#### Task statement
Copy each line of the listing below where the word "value" turns up.

[Start of section]

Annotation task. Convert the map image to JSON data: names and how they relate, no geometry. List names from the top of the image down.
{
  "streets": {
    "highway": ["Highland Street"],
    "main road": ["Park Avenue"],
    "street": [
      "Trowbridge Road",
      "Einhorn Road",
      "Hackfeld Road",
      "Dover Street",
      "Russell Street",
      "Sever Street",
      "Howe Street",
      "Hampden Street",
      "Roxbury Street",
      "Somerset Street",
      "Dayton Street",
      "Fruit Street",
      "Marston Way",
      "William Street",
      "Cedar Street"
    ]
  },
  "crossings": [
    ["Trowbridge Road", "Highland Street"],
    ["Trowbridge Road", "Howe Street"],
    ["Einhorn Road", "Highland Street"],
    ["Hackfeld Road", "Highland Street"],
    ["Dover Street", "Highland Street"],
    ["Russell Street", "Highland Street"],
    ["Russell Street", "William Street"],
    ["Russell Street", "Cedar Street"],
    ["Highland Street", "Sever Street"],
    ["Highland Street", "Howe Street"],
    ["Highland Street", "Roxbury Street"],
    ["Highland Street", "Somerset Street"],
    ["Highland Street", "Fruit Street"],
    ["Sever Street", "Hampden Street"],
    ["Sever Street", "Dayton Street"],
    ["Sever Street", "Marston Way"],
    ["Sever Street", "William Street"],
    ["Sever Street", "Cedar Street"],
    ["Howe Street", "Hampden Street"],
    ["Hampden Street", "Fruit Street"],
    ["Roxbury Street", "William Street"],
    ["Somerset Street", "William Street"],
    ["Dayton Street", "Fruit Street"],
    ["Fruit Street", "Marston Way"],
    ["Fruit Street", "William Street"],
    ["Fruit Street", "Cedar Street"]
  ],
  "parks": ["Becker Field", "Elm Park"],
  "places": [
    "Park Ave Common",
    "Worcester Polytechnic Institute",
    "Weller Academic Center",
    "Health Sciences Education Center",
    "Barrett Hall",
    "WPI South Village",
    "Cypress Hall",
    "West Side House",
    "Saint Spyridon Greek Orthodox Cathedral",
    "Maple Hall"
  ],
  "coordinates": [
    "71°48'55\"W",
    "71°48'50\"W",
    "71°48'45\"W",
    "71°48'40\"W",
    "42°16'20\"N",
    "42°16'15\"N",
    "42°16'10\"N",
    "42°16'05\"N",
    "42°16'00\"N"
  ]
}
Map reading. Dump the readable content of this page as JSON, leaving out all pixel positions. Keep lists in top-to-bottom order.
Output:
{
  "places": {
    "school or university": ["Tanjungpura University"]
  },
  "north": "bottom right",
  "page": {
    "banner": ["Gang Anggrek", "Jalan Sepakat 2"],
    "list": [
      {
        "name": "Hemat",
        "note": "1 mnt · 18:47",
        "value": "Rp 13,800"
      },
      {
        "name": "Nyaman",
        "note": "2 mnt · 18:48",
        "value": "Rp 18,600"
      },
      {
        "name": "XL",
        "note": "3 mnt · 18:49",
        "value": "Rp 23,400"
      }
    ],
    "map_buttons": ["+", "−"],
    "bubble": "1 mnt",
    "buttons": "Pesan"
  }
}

[End of section]

#### Exercise answer
        "value": "Rp 13,800"
        "value": "Rp 18,600"
        "value": "Rp 23,400"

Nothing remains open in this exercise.